Daily build and smoke tests
Discussed in the previous tenet, the daily build and smoke test is a key foundation process for a development team that is serious about producing quality code. This practice that should always be implemented if at all possible.
Pre-Checkin tests
Whilst the daily build and smoke test is great at identifying when something is broken, the technique has a fundamental flaw in that the smoke test will not prevent the breakage from occurring in the first place. If a developer performs a smoke test after they do a local build, but before they submit their code then the problem may be caught before the main branch is broken. The challenge with pre-checkin tests is that they can significantly increase the amount of time that a developer will spend submitting their code. You can expect a lot of resistance from developers for this type of process. Especially if they are used to working on a small team and just checking in to VSS whenever they like. If your developers are used to following a controlled check in process that becomes necessary on larger projects, this should be easier to implement.

Performance testing and application profiling
Application performance is almost always an issue, and the judicious use of a profiler early on can help identify issues that may come home to roost later. Also just stepping though your code in the debugger can provide some valuable insight where time is being spent, although this becomes harder and harder the larger your code base becomes.

Code Reviews
Code reviews are another technique that can significantly improve the quality of software that is being developed. Code reviews can vary from a quick informal review to a full blown inspection. The costs and results will vary along with the formality, but at least some form of review should be scheduled during the development process.

Overall there are a number of different techniques that can be applied to an application as it is being built, and judicious use of the resources that are available can improve the quality of software, from the start of the development cycle.

References
1 Michael A. Cusumano and Richard W. Selby 1995, Microsoft Secrets, pg. 294, Harper Collins.
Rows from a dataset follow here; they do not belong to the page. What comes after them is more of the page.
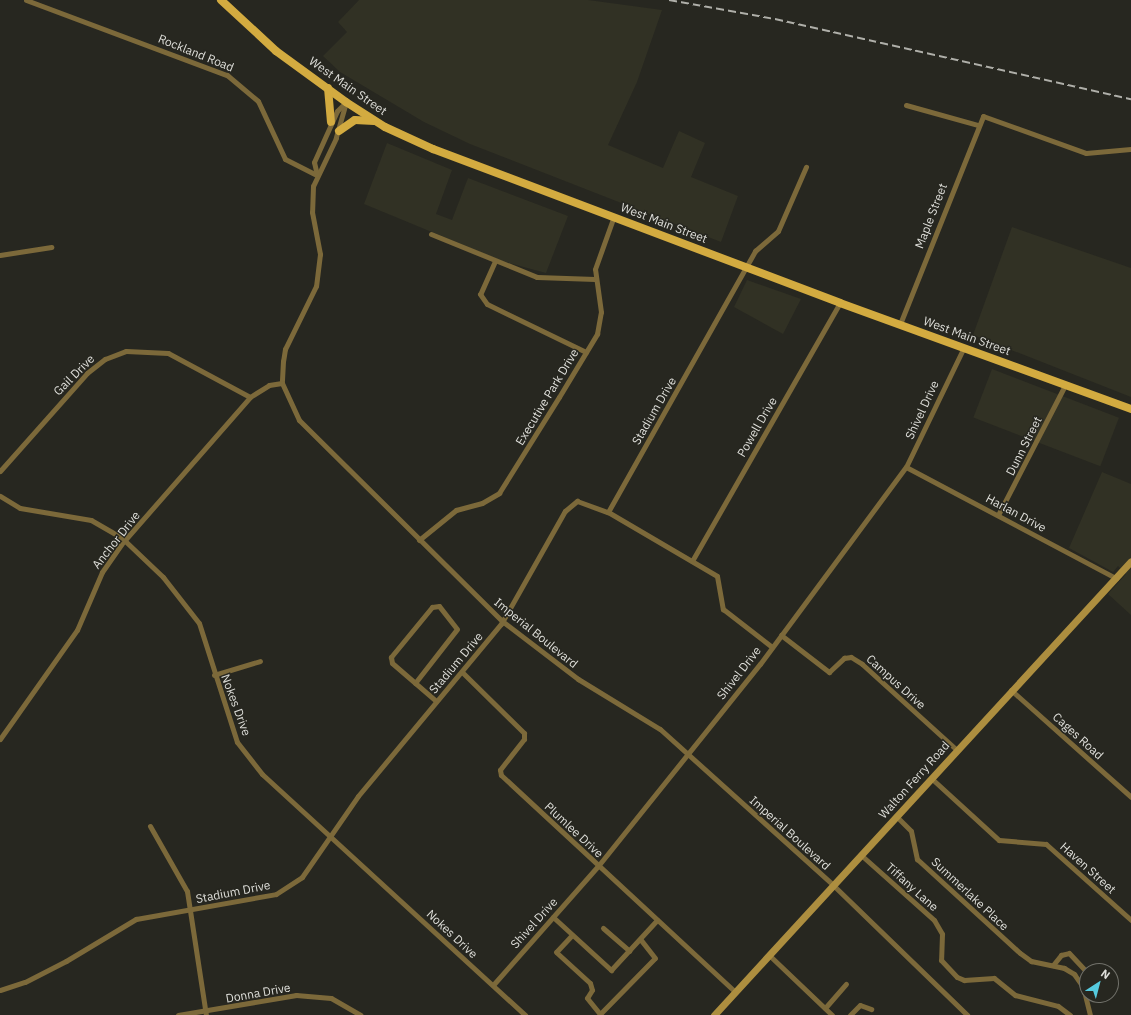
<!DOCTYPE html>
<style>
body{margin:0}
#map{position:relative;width:1131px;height:1015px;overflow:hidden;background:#272720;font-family:"IBM Plex Sans",sans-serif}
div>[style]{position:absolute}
.built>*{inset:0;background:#313124;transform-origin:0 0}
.street>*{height:5px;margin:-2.5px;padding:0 2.5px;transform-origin:2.5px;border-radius:2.5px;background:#7c693a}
.secondary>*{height:7px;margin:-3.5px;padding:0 3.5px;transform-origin:3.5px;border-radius:3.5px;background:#ad8e3f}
.primary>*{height:8px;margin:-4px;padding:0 4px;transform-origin:4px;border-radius:4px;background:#d3ab40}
.rail>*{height:1.5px;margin-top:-0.75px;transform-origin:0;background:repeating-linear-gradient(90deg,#afafa9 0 8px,transparent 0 12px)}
span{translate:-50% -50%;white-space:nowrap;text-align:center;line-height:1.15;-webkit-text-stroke:3px #272720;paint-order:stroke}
.street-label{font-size:12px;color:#dfdfda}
.north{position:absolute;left:1079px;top:963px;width:40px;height:40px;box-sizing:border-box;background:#272720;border:1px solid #71716a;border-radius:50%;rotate:36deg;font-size:11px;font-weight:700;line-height:16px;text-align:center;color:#dfdfda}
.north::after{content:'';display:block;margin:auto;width:14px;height:18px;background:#55cade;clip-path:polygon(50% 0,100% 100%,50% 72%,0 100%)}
</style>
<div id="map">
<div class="built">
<i style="clip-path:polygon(359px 0,588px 0,662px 10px,637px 82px,608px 145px,663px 168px,679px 131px,705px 143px,691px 177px,738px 196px,721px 242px,470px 144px,424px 122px,340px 72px,323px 56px,347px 32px,338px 22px)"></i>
<i style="clip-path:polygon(387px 143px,452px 170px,436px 214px,452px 220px,468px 178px,568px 216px,546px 273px,502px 261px,364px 204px)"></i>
<i style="clip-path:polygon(1012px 227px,1131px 268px,1131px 397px,973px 335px)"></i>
<i style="clip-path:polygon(747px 280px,801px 299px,783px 334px,734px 307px)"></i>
<i style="left:992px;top:369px;width:136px;height:52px;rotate:21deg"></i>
<i style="clip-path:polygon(1102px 472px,1131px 484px,1131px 615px,1108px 594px,1126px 574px,1118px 566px,1113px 572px,1069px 548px)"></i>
</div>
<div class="street">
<i style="left:26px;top:0;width:215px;rotate:20.5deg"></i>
<i style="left:227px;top:75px;width:40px;rotate:40deg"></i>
<i style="left:258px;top:101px;width:64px;rotate:65deg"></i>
<i style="left:285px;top:159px;width:36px;rotate:27deg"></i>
<i style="left:346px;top:102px;width:37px;rotate:106deg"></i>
<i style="left:336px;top:138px;width:53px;rotate:115.6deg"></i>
<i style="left:313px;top:186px;width:26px;rotate:92deg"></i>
<i style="left:312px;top:212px;width:43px;rotate:79.2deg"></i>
<i style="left:320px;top:254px;width:32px;rotate:97deg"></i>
<i style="left:316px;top:286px;width:70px;rotate:116.2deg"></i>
<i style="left:285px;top:349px;width:12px;rotate:99deg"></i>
<i style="left:283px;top:361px;width:22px;rotate:93deg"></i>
<i style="left:282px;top:383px;width:41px;rotate:65.3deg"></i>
<i style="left:299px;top:420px;width:286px;rotate:44.7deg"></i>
<i style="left:502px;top:621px;width:96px;rotate:37.3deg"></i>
<i style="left:578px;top:679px;width:96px;rotate:31.4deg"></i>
<i style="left:660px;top:729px;width:233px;rotate:42deg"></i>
<i style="left:833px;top:885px;width:187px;rotate:44.1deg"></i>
<i style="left:906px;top:105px;width:75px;rotate:15.5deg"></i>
<i style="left:317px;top:175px;width:13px;rotate:-103deg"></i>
<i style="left:314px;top:162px;width:56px;rotate:-65.7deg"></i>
<i style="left:337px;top:111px;width:13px;rotate:-45deg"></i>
<i style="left:431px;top:234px;width:114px;rotate:22.1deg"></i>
<i style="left:537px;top:277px;width:58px;rotate:2deg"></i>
<i style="left:0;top:255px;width:52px;rotate:-8.9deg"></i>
<i style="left:495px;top:261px;width:36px;rotate:114deg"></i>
<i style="left:480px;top:294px;width:12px;rotate:55deg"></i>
<i style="left:487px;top:304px;width:110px;rotate:25.9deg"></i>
<i style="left:900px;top:324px;width:224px;rotate:-68.2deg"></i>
<i style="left:983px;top:116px;width:109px;rotate:19.8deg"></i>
<i style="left:1086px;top:153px;width:45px;rotate:-5.1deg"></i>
<i style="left:906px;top:467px;width:238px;rotate:27.9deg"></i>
<i style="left:0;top:471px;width:131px;rotate:-48.4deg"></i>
<i style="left:87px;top:373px;width:23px;rotate:-38deg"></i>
<i style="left:105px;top:359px;width:22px;rotate:-21deg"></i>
<i style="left:126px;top:351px;width:42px;rotate:2.7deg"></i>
<i style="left:168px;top:353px;width:93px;rotate:28.2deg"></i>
<i style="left:0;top:496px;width:23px;rotate:31deg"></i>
<i style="left:20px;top:508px;width:72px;rotate:9.6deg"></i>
<i style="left:91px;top:520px;width:36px;rotate:30deg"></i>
<i style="left:122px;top:538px;width:57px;rotate:43.6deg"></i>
<i style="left:163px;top:577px;width:58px;rotate:52deg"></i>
<i style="left:199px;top:623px;width:125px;rotate:72.3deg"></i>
<i style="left:237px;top:742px;width:41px;rotate:52deg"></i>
<i style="left:262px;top:774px;width:357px;rotate:42.5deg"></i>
<i style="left:608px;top:512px;width:300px;rotate:-60.6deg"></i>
<i style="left:755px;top:251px;width:30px;rotate:-41deg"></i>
<i style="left:778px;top:231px;width:70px;rotate:-66.4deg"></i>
<i style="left:998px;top:515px;width:146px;rotate:-62.7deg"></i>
<i style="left:419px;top:540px;width:48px;rotate:-39deg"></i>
<i style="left:456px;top:510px;width:27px;rotate:-15deg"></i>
<i style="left:482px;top:503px;width:20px;rotate:-30deg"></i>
<i style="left:499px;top:493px;width:113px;rotate:-58deg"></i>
<i style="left:559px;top:397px;width:74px;rotate:-58.9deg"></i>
<i style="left:597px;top:334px;width:22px;rotate:-80deg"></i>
<i style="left:601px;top:312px;width:43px;rotate:-97.9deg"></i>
<i style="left:595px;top:269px;width:56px;rotate:-70.3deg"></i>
<i style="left:692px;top:561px;width:297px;rotate:-60.2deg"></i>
<i style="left:781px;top:635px;width:61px;rotate:37.6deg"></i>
<i style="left:829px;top:672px;width:21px;rotate:-43deg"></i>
<i style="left:844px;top:658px;width:7px;rotate:-8deg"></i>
<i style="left:851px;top:657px;width:13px;rotate:32deg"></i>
<i style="left:862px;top:664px;width:128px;rotate:42.2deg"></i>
<i style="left:462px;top:672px;width:87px;rotate:44.5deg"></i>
<i style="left:524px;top:733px;width:6px;rotate:90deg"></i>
<i style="left:524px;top:739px;width:39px;rotate:128deg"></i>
<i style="left:500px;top:770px;width:5px;rotate:79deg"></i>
<i style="left:501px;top:775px;width:319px;rotate:42.8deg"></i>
<i style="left:214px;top:675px;width:48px;rotate:-16.9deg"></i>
<i style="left:415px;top:683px;width:68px;rotate:-52.1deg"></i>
<i style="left:457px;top:629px;width:29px;rotate:-128deg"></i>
<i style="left:439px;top:606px;width:7px;rotate:172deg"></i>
<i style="left:432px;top:607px;width:65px;rotate:129.4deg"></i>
<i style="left:391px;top:657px;width:6px;rotate:81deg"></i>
<i style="left:392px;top:663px;width:58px;rotate:40.8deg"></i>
<i style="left:1011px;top:690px;width:161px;rotate:41.7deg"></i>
<i style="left:0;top:739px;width:133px;rotate:-54.8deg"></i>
<i style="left:77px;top:630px;width:63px;rotate:-66.7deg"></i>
<i style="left:102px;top:572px;width:38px;rotate:-55deg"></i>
<i style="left:124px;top:541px;width:191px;rotate:-48.8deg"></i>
<i style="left:250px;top:397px;width:22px;rotate:-32deg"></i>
<i style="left:269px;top:385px;width:13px;rotate:-9deg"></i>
<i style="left:931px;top:778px;width:92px;rotate:42.4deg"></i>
<i style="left:999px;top:840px;width:47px;rotate:4.9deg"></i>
<i style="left:1046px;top:844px;width:114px;rotate:41.8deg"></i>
<i style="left:896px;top:816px;width:21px;rotate:45deg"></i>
<i style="left:911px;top:831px;width:29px;rotate:78deg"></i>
<i style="left:917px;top:859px;width:139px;rotate:42.4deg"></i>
<i style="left:1020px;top:953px;width:14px;rotate:36deg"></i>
<i style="left:1031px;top:961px;width:34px;rotate:12deg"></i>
<i style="left:1064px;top:968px;width:12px;rotate:31deg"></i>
<i style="left:1074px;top:974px;width:16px;rotate:55deg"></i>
<i style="left:1083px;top:987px;width:29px;rotate:76deg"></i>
<i style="left:150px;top:826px;width:75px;rotate:60.4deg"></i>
<i style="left:187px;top:891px;width:125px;rotate:81.3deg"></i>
<i style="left:861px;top:855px;width:98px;rotate:41.7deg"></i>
<i style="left:934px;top:920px;width:16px;rotate:60deg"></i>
<i style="left:942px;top:934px;width:26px;rotate:92deg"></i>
<i style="left:941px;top:960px;width:23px;rotate:47deg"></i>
<i style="left:957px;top:977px;width:8px;rotate:23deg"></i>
<i style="left:964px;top:980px;width:30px;rotate:-4deg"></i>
<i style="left:994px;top:978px;width:27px;rotate:39deg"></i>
<i style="left:1015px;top:995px;width:44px;rotate:14.3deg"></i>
<i style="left:1058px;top:1006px;width:15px;rotate:37deg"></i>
<i style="left:553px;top:917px;width:79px;rotate:42.4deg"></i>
<i style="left:611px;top:970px;width:68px;rotate:-47.4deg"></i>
<i style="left:603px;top:928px;width:35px;rotate:41deg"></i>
<i style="left:572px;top:935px;width:23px;rotate:133deg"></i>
<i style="left:556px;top:952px;width:46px;rotate:42.4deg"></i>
<i style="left:590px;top:983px;width:7px;rotate:74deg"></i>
<i style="left:592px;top:990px;width:9px;rotate:122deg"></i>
<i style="left:587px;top:998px;width:21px;rotate:51deg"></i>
<i style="left:600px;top:1014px;width:78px;rotate:-45.5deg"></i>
<i style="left:655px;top:958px;width:24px;rotate:-128deg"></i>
<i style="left:769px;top:955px;width:87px;rotate:43.6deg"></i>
<i style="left:1053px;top:965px;width:13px;rotate:-51deg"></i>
<i style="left:1061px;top:955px;width:8px;rotate:-14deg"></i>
<i style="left:1069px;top:953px;width:26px;rotate:47deg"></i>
<i style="left:493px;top:985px;width:159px;rotate:-48.6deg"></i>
<i style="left:598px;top:866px;width:259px;rotate:-51.3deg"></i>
<i style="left:760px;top:664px;width:245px;rotate:-53.5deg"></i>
<i style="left:906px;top:467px;width:133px;rotate:-64.2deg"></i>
<i style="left:1083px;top:987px;width:11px;rotate:-68deg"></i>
<i style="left:0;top:990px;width:26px;rotate:-18deg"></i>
<i style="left:25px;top:982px;width:46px;rotate:-27.1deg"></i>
<i style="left:66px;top:961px;width:82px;rotate:-31deg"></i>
<i style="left:136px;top:919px;width:142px;rotate:-10.1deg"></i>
<i style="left:276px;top:894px;width:31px;rotate:-33deg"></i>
<i style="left:302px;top:877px;width:98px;rotate:-55.3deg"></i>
<i style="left:358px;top:796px;width:224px;rotate:-50.3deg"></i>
<i style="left:501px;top:624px;width:130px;rotate:-60.5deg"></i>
<i style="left:565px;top:511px;width:16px;rotate:-40deg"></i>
<i style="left:577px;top:501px;width:33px;rotate:20deg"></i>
<i style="left:608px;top:512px;width:126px;rotate:30.4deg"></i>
<i style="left:717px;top:576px;width:34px;rotate:80deg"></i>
<i style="left:723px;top:609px;width:62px;rotate:37.8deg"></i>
<i style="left:825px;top:1008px;width:32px;rotate:-49deg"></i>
<i style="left:178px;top:1015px;width:120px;rotate:-9.6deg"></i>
<i style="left:296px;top:995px;width:35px;rotate:5deg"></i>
<i style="left:331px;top:998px;width:34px;rotate:30deg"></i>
<i style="left:850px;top:1015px;width:14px;rotate:-45deg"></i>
<i style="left:860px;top:1005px;width:12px;rotate:20deg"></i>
</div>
<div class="secondary">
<i style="left:714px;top:1015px;width:616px;rotate:-47.43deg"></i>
</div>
<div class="primary">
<i style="left:221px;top:0;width:75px;rotate:42.8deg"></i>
<i style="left:276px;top:51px;width:87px;rotate:36.1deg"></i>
<i style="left:346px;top:102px;width:46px;rotate:32.7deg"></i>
<i style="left:385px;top:127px;width:53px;rotate:24.6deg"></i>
<i style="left:433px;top:149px;width:435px;rotate:20.7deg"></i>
<i style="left:840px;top:303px;width:310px;rotate:20deg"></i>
<i style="left:328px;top:88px;width:34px;rotate:85deg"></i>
<i style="left:339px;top:131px;width:19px;rotate:-35deg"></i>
<i style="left:355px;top:120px;width:19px;rotate:3deg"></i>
</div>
<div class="rail">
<i style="left:669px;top:0;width:108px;rotate:10.2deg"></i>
<i style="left:775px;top:19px;width:365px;rotate:12.7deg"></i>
</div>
<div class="street-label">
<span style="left:196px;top:53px;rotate:22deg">Rockland Road</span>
<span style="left:348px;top:86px;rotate:35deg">West Main Street</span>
<span style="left:931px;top:216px;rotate:-69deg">Maple Street</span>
<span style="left:664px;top:223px;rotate:21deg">West Main Street</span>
<span style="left:967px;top:336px;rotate:20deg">West Main Street</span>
<span style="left:74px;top:375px;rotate:-45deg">Gail Drive</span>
<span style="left:547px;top:397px;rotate:-59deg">Executive Park Drive</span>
<span style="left:922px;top:410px;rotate:-65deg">Shivel Drive</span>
<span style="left:654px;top:411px;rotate:-60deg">Stadium Drive</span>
<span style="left:757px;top:427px;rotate:-60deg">Powell Drive</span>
<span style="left:1024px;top:446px;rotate:-63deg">Dunn Street</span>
<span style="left:1016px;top:513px;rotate:28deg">Harlan Drive</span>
<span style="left:116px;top:540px;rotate:-52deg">Anchor Drive</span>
<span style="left:536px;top:633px;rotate:39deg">Imperial Boulevard</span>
<span style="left:456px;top:663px;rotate:-50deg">Stadium Drive</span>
<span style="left:739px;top:673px;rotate:-52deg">Shivel Drive</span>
<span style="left:896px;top:682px;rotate:42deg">Campus Drive</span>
<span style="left:236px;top:705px;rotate:70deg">Nokes Drive</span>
<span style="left:1078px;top:736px;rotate:42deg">Cages Road</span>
<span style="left:914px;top:780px;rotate:-48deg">Walton Ferry Road</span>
<span style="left:574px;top:830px;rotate:43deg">Plumlee Drive</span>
<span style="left:790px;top:833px;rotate:42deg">Imperial Boulevard</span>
<span style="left:1088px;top:868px;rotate:42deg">Haven Street</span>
<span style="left:912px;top:887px;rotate:42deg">Tiffany Lane</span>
<span style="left:233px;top:892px;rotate:-11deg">Stadium Drive</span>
<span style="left:970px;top:894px;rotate:43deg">Summerlake Place</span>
<span style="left:534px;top:923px;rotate:-48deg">Shivel Drive</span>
<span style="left:452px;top:934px;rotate:43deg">Nokes Drive</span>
<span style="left:258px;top:993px;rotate:-10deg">Donna Drive</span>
</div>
<div class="north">N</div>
</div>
Seven tenets of software testing

In both this MSDN magazine article and this episode of the .net show, Don Box introduced four fundamental tenets for developing service based or connected systems.

  • Boundaries are explicit
  • Services are autonomous
  • Services share schema and contract, not class
  • Service compatibility is determined based on policy

That inspired me to develop my own list of guiding principles that apply to software testing. These tenets are documenting some key learning’s from over the years working as a Test Manager, Senior Consultant and Development Manager for various software development shops.
  • You can’t test everything so you have to focus on what is important.
  • If you are going to run a test more than once, it should be automated.
  • Test the product continuously as you build it.
  • Base your decisions on data and metrics, not intuition and opinion.
  • To build it, you have to break it.
  • Apart from Test-Driven Development, A developer should never test their own software.
  • A test is successful when the software under test fails.
In a series of future posts I will be expanding on the tenets, explaining them in detail, providing links to reference materials; hopefully providing something helpful for you to use on your projects.